*Work request*.
Please return all lines of the data below containing the string "serif".

*Material for this exercise*.
● ● ● ● ●

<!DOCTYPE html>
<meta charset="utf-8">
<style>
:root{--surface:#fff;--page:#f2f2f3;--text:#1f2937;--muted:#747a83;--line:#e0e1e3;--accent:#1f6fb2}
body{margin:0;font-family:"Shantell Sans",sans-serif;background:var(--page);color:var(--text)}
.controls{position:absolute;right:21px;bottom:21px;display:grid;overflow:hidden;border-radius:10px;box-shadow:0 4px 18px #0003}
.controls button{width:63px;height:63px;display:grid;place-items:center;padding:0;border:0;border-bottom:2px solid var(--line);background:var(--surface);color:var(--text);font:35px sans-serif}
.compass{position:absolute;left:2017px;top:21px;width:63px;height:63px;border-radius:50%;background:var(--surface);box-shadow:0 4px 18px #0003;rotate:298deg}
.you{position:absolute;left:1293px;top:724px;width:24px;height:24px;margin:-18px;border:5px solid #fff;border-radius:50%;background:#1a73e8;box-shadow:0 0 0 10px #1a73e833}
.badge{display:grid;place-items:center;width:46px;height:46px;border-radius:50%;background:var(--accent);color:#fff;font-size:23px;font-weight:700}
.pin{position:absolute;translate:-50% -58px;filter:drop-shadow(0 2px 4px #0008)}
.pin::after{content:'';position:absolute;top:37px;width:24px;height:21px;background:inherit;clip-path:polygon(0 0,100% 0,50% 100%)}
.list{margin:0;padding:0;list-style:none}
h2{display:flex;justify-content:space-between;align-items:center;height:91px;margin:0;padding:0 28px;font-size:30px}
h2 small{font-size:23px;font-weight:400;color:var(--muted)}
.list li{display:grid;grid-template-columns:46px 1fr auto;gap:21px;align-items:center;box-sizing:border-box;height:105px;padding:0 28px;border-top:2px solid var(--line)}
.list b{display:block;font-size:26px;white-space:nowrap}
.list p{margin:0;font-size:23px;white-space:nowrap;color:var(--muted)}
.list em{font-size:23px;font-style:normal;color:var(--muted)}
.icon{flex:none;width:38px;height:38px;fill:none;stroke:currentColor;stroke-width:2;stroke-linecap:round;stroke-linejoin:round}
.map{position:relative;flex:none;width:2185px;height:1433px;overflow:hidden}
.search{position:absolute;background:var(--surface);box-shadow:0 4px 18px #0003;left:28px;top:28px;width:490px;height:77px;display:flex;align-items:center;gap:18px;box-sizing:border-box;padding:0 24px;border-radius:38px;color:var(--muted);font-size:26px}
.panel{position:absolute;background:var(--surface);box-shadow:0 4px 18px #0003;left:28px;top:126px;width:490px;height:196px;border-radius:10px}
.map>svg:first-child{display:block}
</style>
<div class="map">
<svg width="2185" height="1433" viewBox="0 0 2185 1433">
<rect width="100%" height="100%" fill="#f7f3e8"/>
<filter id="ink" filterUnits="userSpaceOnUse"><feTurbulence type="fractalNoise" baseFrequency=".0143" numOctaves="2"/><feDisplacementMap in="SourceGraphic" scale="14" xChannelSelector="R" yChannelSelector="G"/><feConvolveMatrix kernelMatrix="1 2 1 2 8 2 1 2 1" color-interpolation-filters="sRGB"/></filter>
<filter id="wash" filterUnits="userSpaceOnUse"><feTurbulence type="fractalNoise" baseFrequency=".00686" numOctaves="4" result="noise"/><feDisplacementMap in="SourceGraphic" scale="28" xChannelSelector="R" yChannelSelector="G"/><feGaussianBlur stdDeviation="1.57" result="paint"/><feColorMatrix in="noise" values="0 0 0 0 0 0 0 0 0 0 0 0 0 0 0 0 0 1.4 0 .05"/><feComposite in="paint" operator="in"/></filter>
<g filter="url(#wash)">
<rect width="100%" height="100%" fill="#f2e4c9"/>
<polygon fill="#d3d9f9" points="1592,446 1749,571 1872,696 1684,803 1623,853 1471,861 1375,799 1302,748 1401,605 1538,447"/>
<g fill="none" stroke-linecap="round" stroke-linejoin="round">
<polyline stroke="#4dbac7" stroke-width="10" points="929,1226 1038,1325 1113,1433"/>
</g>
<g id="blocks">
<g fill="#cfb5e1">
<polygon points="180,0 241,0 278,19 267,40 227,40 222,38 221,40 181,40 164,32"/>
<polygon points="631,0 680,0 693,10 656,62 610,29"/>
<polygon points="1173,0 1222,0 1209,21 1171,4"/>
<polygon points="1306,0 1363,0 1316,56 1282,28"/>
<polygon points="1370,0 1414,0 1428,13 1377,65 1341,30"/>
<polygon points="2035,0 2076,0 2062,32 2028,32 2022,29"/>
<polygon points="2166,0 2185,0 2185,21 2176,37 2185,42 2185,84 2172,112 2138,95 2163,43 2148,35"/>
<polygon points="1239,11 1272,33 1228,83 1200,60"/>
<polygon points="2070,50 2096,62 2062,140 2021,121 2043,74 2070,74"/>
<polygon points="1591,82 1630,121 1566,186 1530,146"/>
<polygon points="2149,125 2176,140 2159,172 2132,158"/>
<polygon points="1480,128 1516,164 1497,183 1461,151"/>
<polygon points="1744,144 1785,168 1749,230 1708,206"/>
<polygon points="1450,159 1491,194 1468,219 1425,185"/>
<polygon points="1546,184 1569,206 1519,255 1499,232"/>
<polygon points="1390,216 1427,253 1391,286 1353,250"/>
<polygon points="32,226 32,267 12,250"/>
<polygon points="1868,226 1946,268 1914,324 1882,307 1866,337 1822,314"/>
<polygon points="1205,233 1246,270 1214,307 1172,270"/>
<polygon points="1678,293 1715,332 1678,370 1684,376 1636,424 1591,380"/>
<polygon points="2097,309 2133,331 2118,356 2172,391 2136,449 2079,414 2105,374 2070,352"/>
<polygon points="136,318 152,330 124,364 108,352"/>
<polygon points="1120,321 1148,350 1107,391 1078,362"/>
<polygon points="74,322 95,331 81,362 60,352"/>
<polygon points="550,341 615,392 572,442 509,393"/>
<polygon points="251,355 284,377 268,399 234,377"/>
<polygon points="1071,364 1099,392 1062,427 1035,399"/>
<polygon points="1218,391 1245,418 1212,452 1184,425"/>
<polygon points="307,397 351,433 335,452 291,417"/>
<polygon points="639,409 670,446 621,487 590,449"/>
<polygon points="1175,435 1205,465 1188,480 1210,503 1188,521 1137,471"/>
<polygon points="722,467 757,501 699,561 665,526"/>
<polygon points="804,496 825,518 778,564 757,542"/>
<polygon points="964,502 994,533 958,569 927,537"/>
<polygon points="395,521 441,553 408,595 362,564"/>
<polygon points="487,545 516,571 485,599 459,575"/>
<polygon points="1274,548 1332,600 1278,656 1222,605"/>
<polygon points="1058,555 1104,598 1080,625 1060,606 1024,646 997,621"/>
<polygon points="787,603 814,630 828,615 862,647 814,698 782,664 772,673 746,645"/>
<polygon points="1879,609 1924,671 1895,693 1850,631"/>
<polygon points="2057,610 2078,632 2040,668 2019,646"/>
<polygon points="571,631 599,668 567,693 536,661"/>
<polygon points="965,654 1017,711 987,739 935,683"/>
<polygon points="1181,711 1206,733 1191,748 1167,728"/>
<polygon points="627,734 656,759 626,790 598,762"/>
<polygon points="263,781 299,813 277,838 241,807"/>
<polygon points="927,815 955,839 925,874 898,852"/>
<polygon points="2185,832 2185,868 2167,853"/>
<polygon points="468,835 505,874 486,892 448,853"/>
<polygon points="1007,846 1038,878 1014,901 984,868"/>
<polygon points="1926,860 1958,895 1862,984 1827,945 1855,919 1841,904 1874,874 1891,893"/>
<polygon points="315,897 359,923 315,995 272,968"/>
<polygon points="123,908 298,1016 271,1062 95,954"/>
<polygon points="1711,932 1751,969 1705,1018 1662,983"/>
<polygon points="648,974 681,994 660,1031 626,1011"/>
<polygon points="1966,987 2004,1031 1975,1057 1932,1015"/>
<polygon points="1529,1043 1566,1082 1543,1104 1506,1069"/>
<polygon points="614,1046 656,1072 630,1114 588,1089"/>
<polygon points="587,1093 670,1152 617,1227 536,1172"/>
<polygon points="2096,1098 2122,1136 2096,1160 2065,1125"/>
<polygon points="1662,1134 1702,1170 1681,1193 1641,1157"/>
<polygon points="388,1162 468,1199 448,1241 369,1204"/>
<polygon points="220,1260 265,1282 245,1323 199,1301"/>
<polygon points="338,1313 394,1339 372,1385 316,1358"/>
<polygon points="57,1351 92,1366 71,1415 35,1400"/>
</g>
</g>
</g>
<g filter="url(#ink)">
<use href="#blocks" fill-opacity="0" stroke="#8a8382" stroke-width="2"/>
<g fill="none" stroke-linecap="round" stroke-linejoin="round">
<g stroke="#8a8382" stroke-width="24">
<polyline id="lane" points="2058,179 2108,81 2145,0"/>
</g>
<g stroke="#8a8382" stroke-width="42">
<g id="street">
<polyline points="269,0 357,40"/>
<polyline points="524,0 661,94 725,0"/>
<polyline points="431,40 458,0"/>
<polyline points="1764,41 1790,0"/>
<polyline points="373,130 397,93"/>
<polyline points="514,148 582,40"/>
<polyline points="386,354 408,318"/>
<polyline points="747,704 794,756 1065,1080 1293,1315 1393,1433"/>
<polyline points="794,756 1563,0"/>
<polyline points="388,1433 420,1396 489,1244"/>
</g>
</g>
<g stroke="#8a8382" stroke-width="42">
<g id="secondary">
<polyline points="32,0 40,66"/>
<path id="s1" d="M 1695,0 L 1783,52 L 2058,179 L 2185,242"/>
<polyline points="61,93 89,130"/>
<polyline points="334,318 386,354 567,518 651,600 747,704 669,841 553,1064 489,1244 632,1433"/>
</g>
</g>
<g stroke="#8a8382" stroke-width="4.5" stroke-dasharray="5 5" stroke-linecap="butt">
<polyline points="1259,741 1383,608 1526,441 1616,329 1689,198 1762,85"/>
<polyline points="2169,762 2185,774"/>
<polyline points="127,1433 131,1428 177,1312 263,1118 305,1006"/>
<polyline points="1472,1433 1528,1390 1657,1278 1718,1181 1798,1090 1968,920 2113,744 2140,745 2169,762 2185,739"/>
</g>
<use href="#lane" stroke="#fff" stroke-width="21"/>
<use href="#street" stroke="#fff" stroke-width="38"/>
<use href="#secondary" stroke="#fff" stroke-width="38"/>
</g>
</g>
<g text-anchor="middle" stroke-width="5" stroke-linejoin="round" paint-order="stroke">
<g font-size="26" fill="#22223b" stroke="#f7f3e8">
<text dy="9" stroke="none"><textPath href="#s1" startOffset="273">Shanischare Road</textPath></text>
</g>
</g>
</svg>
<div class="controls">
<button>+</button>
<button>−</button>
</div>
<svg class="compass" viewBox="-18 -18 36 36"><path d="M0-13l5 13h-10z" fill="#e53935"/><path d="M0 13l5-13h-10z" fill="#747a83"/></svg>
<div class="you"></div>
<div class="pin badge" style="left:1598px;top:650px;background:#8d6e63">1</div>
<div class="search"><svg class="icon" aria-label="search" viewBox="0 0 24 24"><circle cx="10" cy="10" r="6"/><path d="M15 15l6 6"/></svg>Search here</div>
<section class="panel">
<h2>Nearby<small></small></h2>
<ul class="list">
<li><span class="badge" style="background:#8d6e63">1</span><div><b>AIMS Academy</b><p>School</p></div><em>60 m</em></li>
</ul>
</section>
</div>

● ● ● ● ●

*Response area*.
body{margin:0;font-family:"Shantell Sans",sans-serif;background:var(--page);color:var(--text)}
.controls button{width:63px;height:63px;display:grid;place-items:center;padding:0;border:0;border-bottom:2px solid var(--line);background:var(--surface);color:var(--text);font:35px sans-serif}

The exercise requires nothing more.